WASHINGTON: Les Etats-Unis vont retirer temporairement des soldats du Tchad, a annoncé le Pentagone quelques jours après leur accord pour retirer leurs forces du Niger voisin.

Au Tchad, les Etats-Unis disposent d'une centaine de soldats dans le cadre de la lutte antijihadiste au Sahel.

"L'Usafricom envisage actuellement de repositionner certaines forces militaires américaines depuis le Tchad, dont le départ d'une partie était déjà prévu", a déclaré lors d'une conférence de presse jeudi le porte-parole du Pentagone, Pat Ryder, se référant au commandement militaire américain en Afrique.

"Il s'agit d'une étape temporaire dans le cadre d'une révision en cours de notre coopération de sécurité, qui reprendra après l'élection présidentielle du 6 mai au Tchad", a-t-il ajouté.

Dans un courrier au ministre des Armées lu par l'AFP, le chef d'état-major de l'armée de l'air tchadienne avait réclamé début avril le départ des soldats américains, incriminant un défaut de documents sur un accord permettant leur présence.

Selon ce courrier, "l'armée de l'air a demandé à l'attaché de défense américain d'arrêter immédiatement les activités militaires sur la BAK", la base aérienne d'Adji Kossei où les soldats américains entraînent des forces spéciales tchadiennes à lutter contre le groupe jihadiste Boko Haram.

"Nous vous demandons d'intercéder auprès de qui de droit afin de prévenir les Américains que nous avons pris la décision d'arrêter leur activité", ajoute la lettre.

"La présence des forces américaines au Tchad était initialement motivée par l'engagement commun dans la lutte contre le terrorisme, un objectif partagé par les deux nations", a déclaré vendredi à l'AFP le porte-parole du gouvernement tchadien.

Discussions supplémentaires 

"Cependant, des préoccupations ont été exprimées par l'état-major tchadien quant à cette présence" et "en reconnaissance des préoccupations exprimées, le gouvernement américain a décidé de retirer temporairement ses forces du Tchad", a ajouté M. Abderaman Koulamallah.

"Il est important de souligner que ce retrait ne signifie en aucun cas une rupture de la coopération entre les deux pays dans la lutte contre le terrorisme", a-t-il dit.

"Des discussions supplémentaires auront lieu pour explorer la possibilité d'un retour des forces américaines dans le cadre d'un accord bilatéral précis et convenu entre les deux pays", a encore indiqué le porte-parole.

Au Niger, autre pivot de la stratégie des Etats-Unis et de la France pour combattre les jihadistes dans la région, la junte militaire au pouvoir depuis juillet a dénoncé en mars l'accord de coopération militaire en vigueur avec les Etats-Unis, estimant que la présence américaine était désormais "illégale".

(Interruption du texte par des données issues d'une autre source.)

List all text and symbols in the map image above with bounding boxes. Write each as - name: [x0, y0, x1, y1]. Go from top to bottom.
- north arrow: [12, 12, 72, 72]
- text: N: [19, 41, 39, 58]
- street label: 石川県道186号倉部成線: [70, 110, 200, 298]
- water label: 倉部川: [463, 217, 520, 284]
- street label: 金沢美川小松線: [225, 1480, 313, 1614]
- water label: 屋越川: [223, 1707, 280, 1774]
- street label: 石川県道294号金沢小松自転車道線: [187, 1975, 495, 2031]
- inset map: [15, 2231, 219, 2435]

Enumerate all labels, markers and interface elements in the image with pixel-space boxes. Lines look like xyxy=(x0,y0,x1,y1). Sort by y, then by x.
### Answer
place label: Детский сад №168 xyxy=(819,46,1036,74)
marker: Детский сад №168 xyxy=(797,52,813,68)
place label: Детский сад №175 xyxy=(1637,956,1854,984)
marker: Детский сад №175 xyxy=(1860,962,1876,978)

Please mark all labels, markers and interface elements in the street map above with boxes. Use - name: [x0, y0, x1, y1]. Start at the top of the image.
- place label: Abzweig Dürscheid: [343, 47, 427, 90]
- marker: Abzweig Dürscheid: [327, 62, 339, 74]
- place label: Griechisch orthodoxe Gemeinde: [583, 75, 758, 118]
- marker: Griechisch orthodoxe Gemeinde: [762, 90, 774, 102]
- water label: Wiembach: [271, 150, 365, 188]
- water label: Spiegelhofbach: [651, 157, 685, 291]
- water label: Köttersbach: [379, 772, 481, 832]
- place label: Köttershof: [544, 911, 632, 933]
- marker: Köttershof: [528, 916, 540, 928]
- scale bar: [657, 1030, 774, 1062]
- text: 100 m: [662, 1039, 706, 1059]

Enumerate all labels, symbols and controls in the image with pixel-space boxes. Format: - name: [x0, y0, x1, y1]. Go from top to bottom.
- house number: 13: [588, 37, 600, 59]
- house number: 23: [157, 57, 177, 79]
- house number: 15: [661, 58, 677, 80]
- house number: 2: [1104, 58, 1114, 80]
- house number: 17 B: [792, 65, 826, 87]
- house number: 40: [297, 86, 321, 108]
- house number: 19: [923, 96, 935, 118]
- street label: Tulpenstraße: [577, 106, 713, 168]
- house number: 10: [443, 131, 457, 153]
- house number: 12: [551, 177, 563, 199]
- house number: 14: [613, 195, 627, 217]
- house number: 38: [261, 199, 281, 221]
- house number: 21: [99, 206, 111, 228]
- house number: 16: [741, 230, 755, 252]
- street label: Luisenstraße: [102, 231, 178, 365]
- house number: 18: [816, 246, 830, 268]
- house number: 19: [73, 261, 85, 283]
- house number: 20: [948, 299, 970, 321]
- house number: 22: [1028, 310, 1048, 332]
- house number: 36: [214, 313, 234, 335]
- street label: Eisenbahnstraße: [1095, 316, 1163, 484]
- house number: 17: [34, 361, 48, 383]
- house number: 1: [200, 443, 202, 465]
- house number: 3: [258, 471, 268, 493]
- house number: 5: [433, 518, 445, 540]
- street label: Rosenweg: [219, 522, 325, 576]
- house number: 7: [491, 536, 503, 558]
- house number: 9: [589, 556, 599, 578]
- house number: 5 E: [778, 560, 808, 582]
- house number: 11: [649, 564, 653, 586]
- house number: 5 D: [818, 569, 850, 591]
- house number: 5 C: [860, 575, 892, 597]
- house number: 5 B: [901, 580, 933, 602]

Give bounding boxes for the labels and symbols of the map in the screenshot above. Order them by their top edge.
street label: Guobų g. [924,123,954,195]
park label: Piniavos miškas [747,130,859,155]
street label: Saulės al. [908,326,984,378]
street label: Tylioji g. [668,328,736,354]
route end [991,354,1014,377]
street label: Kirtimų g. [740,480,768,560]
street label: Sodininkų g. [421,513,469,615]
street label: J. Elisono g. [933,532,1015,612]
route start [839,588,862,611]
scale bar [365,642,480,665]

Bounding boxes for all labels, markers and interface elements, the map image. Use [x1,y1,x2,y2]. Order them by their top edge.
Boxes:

Washington a entamé cette semaine des discussions avec Niamey sur le retrait du Niger des plus de 1.000 soldats américains présents dans le pays.

Les Etats-Unis disposent notamment au Niger d'une base de drones importante près d'Agadez, construite pour environ 100 millions de dollars.

Washington va "continuer à explorer les options possibles afin d'assurer que nous soyons toujours en mesure de faire face aux potentielles menaces terroristes", avait déclaré lundi Pat Ryder après l'annonce la semaine dernière du retrait américain du Niger.

Au Tchad, le général Mahamat Idriss Deby Itno a annoncé en mars sa candidature à la présidentielle, qu'il est quasi-assuré de remporter après que son régime a violemment réprimé dans la rue et muselé toute opposition et éliminé toute concurrence.

Il avait été proclamé par l'armée président de transition le 20 avril 2021, à la tête d'une junte de 15 généraux, à la mort de son père Idriss Déby Itno, lequel régnait d'une main de fer sur le Tchad depuis 30 ans.

Son principal adversaire, Yaya Dillo, a été tué fin février par des militaires dans l'assaut de son parti, d'une "balle dans la tête à bout portant" selon l'opposition, puis les candidatures de dix autres potentiels rivaux ont été invalidées.